The Main Stand, at 20,500 one of the biggest single all-seater stands in European football, has played a significant part in rising Liverpool revenues in recent years.

When FSG took over as Reds owners in 2010 from Tom Hicks and George Gillett they looked into the feasibility of moving to a new stadium before swiftly landing on redevelopment of what they already had being the best course of action.

In 2015/16 set of financial accounts published by Liverpool, matchday revenue stood at £62.4m. The following accounting period, 2016/1, saw matchday revenues at £73.5m, an increase of almost 18 per cent year on year. According to forecasts for the 2021/22 accounting period by analysts at respected sports business website Off The Pitch, the matchday revenues could reach as much as £89.7m. That represents a 44 per cent rise since the Main Stand's completion.

The year FSG took over the matchday revenue stood at £40.9m, meaning that it has more than doubled over the last 10 years against a capacity increase of around 18 per cent.

The success of the redevelopment from a financial perspective is easy to see, and its success emboldened FSG to press ahead with their plans for the redevelopment of the Anfield Road end, a move that will increase capacity to 61,000 and likely push Liverpool over the £100m mark for matchday revenues, something that only Manchester United and Tottenham Hotspur are likely to be able to do over the next couple of seasons.

The Anfield Road work is slightly different to what was undertaken with the Main Stand. The firm who are carrying out the construction, Buckingham, will follow on from what Carillion did with the Main Stand and construct around it to ensure it remains operational and doesn't impact revenue streams, with the steel framework having been in place for some time and the work taking shape with each passing month.

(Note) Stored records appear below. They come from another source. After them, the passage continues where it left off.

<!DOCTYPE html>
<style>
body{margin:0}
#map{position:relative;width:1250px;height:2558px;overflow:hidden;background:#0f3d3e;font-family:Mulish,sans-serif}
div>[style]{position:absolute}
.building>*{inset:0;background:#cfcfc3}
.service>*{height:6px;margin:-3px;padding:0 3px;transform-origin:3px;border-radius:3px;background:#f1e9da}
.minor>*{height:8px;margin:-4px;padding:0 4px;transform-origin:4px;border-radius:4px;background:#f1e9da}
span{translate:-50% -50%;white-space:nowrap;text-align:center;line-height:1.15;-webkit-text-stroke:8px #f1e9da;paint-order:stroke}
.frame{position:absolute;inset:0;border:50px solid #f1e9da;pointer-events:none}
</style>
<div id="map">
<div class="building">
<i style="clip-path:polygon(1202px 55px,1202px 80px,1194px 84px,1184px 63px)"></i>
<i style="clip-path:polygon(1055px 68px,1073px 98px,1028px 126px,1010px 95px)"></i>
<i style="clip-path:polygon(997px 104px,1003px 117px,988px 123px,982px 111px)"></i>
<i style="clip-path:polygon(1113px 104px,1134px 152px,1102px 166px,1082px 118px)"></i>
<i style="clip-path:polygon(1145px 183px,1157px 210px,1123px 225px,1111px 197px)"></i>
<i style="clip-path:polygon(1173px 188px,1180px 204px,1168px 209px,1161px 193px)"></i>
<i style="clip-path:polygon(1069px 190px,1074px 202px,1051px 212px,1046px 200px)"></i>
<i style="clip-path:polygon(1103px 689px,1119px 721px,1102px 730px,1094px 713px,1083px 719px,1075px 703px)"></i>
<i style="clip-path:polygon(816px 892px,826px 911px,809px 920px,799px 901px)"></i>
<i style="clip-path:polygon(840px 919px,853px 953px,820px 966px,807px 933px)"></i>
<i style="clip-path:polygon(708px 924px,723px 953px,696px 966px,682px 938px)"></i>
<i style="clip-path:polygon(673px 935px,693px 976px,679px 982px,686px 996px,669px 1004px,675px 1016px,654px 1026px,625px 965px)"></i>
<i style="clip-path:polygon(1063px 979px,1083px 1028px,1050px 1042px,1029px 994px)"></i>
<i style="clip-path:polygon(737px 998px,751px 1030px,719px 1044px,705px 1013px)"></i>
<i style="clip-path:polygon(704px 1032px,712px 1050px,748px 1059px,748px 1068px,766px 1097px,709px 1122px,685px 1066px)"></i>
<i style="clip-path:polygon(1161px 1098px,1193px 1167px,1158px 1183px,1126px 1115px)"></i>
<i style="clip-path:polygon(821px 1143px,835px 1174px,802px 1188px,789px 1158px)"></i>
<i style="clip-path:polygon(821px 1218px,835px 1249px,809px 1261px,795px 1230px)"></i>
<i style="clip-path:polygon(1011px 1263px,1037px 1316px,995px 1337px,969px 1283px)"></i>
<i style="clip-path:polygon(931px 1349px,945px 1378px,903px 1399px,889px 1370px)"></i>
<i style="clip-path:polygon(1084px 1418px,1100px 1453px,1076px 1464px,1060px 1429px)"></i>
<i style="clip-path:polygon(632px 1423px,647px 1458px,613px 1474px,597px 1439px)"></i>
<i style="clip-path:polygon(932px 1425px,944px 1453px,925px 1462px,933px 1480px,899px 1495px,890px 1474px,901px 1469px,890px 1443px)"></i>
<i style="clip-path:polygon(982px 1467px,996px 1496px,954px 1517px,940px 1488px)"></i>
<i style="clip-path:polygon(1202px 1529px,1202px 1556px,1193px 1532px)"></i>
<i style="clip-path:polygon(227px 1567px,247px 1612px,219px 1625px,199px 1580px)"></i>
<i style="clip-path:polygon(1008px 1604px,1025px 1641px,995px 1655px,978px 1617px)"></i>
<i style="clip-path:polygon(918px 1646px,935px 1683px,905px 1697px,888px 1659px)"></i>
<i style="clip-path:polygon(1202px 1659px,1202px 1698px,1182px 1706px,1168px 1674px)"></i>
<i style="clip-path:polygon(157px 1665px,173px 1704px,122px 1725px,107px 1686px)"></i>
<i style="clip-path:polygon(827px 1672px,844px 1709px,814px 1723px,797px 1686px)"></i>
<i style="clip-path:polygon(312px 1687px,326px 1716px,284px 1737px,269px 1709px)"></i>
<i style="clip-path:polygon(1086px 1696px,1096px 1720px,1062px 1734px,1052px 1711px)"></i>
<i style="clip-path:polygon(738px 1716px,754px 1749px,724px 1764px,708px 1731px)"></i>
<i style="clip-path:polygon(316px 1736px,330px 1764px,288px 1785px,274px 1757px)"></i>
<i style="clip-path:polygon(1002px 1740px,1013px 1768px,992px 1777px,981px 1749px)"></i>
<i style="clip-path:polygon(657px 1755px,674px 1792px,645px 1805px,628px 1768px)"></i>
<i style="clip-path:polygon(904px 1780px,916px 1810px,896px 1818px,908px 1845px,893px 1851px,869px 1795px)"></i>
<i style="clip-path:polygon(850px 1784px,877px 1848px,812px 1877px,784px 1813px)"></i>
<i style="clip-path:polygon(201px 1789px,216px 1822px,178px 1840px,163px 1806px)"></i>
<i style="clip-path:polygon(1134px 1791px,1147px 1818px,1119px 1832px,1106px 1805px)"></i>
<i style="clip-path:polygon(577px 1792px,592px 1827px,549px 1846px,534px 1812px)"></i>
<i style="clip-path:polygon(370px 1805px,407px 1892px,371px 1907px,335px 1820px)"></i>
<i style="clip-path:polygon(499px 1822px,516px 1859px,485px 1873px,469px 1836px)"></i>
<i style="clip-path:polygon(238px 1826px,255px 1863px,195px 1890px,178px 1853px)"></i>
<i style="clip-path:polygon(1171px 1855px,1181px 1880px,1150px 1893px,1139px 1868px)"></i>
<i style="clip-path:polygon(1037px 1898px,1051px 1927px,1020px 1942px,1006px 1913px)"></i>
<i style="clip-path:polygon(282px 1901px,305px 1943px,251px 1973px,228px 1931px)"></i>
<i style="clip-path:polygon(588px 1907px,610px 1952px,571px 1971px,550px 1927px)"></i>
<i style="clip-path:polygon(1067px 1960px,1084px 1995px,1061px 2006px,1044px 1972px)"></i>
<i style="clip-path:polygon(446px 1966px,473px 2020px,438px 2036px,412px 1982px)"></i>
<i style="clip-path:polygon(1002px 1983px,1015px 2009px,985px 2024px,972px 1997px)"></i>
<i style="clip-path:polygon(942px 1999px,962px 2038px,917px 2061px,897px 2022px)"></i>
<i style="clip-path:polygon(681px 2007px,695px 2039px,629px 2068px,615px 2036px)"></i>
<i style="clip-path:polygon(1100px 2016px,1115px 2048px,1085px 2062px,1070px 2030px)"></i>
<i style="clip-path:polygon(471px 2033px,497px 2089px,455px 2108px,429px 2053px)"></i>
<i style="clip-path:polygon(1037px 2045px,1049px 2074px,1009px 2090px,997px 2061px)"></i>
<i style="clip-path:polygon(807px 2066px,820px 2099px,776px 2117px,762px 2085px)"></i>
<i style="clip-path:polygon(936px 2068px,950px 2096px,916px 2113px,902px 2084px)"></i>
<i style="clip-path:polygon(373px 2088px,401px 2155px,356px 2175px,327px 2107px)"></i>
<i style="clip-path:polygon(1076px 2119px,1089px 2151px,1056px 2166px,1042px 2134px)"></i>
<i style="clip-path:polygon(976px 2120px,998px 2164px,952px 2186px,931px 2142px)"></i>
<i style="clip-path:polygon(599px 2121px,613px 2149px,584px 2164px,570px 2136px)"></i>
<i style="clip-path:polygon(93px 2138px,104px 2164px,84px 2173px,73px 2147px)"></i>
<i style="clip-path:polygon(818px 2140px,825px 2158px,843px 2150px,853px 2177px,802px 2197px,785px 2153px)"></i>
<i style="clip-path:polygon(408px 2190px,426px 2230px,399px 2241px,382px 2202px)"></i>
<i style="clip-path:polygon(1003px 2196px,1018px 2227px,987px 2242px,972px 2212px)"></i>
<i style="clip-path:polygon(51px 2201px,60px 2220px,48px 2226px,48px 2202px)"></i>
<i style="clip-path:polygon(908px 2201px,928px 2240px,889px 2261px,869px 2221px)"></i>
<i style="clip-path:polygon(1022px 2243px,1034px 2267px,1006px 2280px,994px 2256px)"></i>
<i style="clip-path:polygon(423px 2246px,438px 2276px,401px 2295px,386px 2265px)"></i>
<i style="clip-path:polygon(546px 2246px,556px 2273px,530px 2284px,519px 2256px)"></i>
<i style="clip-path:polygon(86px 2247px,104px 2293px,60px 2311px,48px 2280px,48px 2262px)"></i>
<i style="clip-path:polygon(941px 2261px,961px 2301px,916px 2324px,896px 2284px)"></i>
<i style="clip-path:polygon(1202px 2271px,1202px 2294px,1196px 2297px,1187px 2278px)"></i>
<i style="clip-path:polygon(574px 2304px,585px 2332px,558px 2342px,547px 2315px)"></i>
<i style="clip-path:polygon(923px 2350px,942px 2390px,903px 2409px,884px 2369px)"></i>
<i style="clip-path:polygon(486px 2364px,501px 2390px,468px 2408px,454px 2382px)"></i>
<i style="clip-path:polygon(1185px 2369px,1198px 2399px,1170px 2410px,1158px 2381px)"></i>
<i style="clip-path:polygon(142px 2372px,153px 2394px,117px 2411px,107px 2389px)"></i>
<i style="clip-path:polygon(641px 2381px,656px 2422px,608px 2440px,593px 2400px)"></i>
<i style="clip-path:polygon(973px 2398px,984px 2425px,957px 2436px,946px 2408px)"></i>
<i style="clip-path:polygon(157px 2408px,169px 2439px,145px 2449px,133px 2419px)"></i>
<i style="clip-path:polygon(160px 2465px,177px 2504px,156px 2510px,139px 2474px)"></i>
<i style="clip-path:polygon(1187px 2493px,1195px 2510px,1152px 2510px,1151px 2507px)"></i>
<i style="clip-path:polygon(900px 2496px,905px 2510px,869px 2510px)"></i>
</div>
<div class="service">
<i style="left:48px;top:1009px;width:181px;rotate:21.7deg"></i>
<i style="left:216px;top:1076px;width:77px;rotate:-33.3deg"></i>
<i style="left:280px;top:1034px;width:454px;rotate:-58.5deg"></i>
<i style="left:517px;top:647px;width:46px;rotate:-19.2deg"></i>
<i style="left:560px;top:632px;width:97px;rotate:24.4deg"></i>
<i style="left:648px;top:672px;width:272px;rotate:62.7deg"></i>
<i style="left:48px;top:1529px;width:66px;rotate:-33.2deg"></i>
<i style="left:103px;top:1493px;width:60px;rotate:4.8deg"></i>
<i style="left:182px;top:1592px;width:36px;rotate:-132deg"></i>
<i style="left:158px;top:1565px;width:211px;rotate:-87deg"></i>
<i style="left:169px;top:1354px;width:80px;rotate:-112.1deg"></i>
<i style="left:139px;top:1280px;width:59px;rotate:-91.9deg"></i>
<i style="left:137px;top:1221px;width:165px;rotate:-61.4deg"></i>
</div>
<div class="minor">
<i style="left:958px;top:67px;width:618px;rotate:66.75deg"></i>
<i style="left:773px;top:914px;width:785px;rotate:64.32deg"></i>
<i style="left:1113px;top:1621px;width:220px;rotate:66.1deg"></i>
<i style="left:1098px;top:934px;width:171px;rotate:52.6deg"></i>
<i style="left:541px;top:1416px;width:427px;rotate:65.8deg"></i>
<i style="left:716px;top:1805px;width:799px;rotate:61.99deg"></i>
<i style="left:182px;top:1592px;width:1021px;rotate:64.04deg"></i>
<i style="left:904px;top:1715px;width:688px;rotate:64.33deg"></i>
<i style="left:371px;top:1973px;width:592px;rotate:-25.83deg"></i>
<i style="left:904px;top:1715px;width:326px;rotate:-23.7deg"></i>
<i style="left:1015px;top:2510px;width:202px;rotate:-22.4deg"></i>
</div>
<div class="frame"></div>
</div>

Where the Main Stand, phase one of FSG's redevelopment plan, was seen as being a development to ensure that the club were mirroring off the pitch what they wanted to achieve on it, with the aesthetics particularly key, the Anfield Road redevelopment is likely to be more functional, its aim to satisfy the demand for tickets to the greatest extent they can, and adding another 7,000 seats will certainly go a long way to doing that.

There will be improved conferencing and hospitality within the development, but the improvements are also being done to try and raise revenues through food and beverage sales from the concourse. Finding ways to monetise the stadium away from matchdays is also part of the plan.

It is an £80m redevelopment that is set to be completed in time for the 2023/24 campaign, although the final touches to the work next summer means that there won't be any music concerts at Anfield until the following year.

When completed it will mean that Liverpool will break their attendance record at the start of next season, and with the need to keep pushing revenues forward to allow for the preference of a sustainable business to thrive, it will be another key piece of ensuring that happens.

"The construction timelines we have set of 18 months are aggressive but we are heading in the right direction and we are on budget and on schedule," Liverpool CEO Billy Hogan told the August edition of FC Business magazine.

"We have always been clear about the importance of investing in Anfield and this expansion will allow us to improve the fan experience for our supporters.

"One of the new aspects of the expansion will be an underground fan zone that supporters can enjoy even if the weather is poor. Of course, we will also be able to have more fans in for concerts and other non-football events too, which will bring in additional income.

“As a self-sustaining club, we need to generate as much revenue as we can to continue reinvesting in the team and infrastructure."